(Beginning of Task data)
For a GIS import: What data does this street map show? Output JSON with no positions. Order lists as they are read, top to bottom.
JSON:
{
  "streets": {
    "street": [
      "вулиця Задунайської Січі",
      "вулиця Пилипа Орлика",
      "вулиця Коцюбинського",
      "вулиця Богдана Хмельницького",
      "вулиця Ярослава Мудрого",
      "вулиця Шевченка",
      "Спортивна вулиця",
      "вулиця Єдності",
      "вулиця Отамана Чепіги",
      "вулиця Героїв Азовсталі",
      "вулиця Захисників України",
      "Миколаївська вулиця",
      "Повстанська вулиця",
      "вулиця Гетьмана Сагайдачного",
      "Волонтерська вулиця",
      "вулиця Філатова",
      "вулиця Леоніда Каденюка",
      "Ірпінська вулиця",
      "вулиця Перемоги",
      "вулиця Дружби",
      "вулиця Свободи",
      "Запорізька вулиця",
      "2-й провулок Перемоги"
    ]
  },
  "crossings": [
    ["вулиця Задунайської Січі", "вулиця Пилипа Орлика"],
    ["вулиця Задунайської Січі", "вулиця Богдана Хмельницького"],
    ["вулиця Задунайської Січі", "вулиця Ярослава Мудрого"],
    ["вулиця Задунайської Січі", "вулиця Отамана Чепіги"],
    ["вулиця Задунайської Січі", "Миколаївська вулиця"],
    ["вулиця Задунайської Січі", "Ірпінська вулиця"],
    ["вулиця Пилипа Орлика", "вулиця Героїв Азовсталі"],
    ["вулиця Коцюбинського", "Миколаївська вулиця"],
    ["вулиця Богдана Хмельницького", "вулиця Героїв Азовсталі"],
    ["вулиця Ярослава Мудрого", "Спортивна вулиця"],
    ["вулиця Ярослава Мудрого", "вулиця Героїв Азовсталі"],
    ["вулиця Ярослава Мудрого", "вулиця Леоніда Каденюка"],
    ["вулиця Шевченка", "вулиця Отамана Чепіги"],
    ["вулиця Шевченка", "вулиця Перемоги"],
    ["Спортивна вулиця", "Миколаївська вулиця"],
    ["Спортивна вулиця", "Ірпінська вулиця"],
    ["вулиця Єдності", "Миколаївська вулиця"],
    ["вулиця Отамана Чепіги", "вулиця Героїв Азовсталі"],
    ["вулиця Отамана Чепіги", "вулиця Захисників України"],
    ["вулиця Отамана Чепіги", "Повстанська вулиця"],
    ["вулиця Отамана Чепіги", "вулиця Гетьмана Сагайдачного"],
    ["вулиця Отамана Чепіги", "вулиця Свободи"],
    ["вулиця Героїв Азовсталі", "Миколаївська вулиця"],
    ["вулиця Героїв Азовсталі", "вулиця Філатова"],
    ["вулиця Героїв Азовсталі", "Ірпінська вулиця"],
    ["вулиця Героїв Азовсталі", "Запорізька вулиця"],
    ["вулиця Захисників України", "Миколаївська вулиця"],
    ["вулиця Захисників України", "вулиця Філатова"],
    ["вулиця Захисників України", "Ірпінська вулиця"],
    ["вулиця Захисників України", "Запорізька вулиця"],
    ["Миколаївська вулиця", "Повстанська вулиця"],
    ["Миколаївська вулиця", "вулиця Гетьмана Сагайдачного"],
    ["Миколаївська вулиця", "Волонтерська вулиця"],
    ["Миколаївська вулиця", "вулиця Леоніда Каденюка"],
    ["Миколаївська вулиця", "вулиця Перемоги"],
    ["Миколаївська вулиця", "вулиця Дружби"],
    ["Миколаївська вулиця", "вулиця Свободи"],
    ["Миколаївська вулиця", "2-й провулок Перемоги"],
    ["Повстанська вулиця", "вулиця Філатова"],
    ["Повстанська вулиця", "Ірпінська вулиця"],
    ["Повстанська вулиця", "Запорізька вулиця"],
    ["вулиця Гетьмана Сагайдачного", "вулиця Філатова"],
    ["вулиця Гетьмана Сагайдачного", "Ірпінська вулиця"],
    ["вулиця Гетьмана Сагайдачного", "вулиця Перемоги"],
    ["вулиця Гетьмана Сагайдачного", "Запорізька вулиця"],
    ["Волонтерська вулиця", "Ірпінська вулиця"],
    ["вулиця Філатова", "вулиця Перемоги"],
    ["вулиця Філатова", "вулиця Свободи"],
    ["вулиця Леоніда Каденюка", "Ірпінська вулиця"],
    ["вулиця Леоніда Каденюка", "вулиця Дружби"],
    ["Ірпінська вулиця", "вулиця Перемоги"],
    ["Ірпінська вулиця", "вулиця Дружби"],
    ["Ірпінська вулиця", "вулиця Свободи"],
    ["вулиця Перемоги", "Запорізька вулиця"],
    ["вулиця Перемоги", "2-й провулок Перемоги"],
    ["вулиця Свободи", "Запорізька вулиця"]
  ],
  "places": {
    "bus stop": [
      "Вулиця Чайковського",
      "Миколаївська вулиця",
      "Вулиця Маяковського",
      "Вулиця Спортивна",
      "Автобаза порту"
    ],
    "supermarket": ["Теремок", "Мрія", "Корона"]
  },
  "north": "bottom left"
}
(End of Task data)
## Work item
Each line of the listing should be reproduced without any alteration.

## Output for this exercise
For a GIS import: What data does this street map show? Output JSON with no positions. Order lists as they are read, top to bottom.
JSON:
{
  "streets": {
    "street": [
      "вулиця Задунайської Січі",
      "вулиця Пилипа Орлика",
      "вулиця Коцюбинського",
      "вулиця Богдана Хмельницького",
      "вулиця Ярослава Мудрого",
      "вулиця Шевченка",
      "Спортивна вулиця",
      "вулиця Єдності",
      "вулиця Отамана Чепіги",
      "вулиця Героїв Азовсталі",
      "вулиця Захисників України",
      "Миколаївська вулиця",
      "Повстанська вулиця",
      "вулиця Гетьмана Сагайдачного",
      "Волонтерська вулиця",
      "вулиця Філатова",
      "вулиця Леоніда Каденюка",
      "Ірпінська вулиця",
      "вулиця Перемоги",
      "вулиця Дружби",
      "вулиця Свободи",
      "Запорізька вулиця",
      "2-й провулок Перемоги"
    ]
  },
  "crossings": [
    ["вулиця Задунайської Січі", "вулиця Пилипа Орлика"],
    ["вулиця Задунайської Січі", "вулиця Богдана Хмельницького"],
    ["вулиця Задунайської Січі", "вулиця Ярослава Мудрого"],
    ["вулиця Задунайської Січі", "вулиця Отамана Чепіги"],
    ["вулиця Задунайської Січі", "Миколаївська вулиця"],
    ["вулиця Задунайської Січі", "Ірпінська вулиця"],
    ["вулиця Пилипа Орлика", "вулиця Героїв Азовсталі"],
    ["вулиця Коцюбинського", "Миколаївська вулиця"],
    ["вулиця Богдана Хмельницького", "вулиця Героїв Азовсталі"],
    ["вулиця Ярослава Мудрого", "Спортивна вулиця"],
    ["вулиця Ярослава Мудрого", "вулиця Героїв Азовсталі"],
    ["вулиця Ярослава Мудрого", "вулиця Леоніда Каденюка"],
    ["вулиця Шевченка", "вулиця Отамана Чепіги"],
    ["вулиця Шевченка", "вулиця Перемоги"],
    ["Спортивна вулиця", "Миколаївська вулиця"],
    ["Спортивна вулиця", "Ірпінська вулиця"],
    ["вулиця Єдності", "Миколаївська вулиця"],
    ["вулиця Отамана Чепіги", "вулиця Героїв Азовсталі"],
    ["вулиця Отамана Чепіги", "вулиця Захисників України"],
    ["вулиця Отамана Чепіги", "Повстанська вулиця"],
    ["вулиця Отамана Чепіги", "вулиця Гетьмана Сагайдачного"],
    ["вулиця Отамана Чепіги", "вулиця Свободи"],
    ["вулиця Героїв Азовсталі", "Миколаївська вулиця"],
    ["вулиця Героїв Азовсталі", "вулиця Філатова"],
    ["вулиця Героїв Азовсталі", "Ірпінська вулиця"],
    ["вулиця Героїв Азовсталі", "Запорізька вулиця"],
    ["вулиця Захисників України", "Миколаївська вулиця"],
    ["вулиця Захисників України", "вулиця Філатова"],
    ["вулиця Захисників України", "Ірпінська вулиця"],
    ["вулиця Захисників України", "Запорізька вулиця"],
    ["Миколаївська вулиця", "Повстанська вулиця"],
    ["Миколаївська вулиця", "вулиця Гетьмана Сагайдачного"],
    ["Миколаївська вулиця", "Волонтерська вулиця"],
    ["Миколаївська вулиця", "вулиця Леоніда Каденюка"],
    ["Миколаївська вулиця", "вулиця Перемоги"],
    ["Миколаївська вулиця", "вулиця Дружби"],
    ["Миколаївська вулиця", "вулиця Свободи"],
    ["Миколаївська вулиця", "2-й провулок Перемоги"],
    ["Повстанська вулиця", "вулиця Філатова"],
    ["Повстанська вулиця", "Ірпінська вулиця"],
    ["Повстанська вулиця", "Запорізька вулиця"],
    ["вулиця Гетьмана Сагайдачного", "вулиця Філатова"],
    ["вулиця Гетьмана Сагайдачного", "Ірпінська вулиця"],
    ["вулиця Гетьмана Сагайдачного", "вулиця Перемоги"],
    ["вулиця Гетьмана Сагайдачного", "Запорізька вулиця"],
    ["Волонтерська вулиця", "Ірпінська вулиця"],
    ["вулиця Філатова", "вулиця Перемоги"],
    ["вулиця Філатова", "вулиця Свободи"],
    ["вулиця Леоніда Каденюка", "Ірпінська вулиця"],
    ["вулиця Леоніда Каденюка", "вулиця Дружби"],
    ["Ірпінська вулиця", "вулиця Перемоги"],
    ["Ірпінська вулиця", "вулиця Дружби"],
    ["Ірпінська вулиця", "вулиця Свободи"],
    ["вулиця Перемоги", "Запорізька вулиця"],
    ["вулиця Перемоги", "2-й провулок Перемоги"],
    ["вулиця Свободи", "Запорізька вулиця"]
  ],
  "places": {
    "bus stop": [
      "Вулиця Чайковського",
      "Миколаївська вулиця",
      "Вулиця Маяковського",
      "Вулиця Спортивна",
      "Автобаза порту"
    ],
    "supermarket": ["Теремок", "Мрія", "Корона"]
  },
  "north": "bottom left"
}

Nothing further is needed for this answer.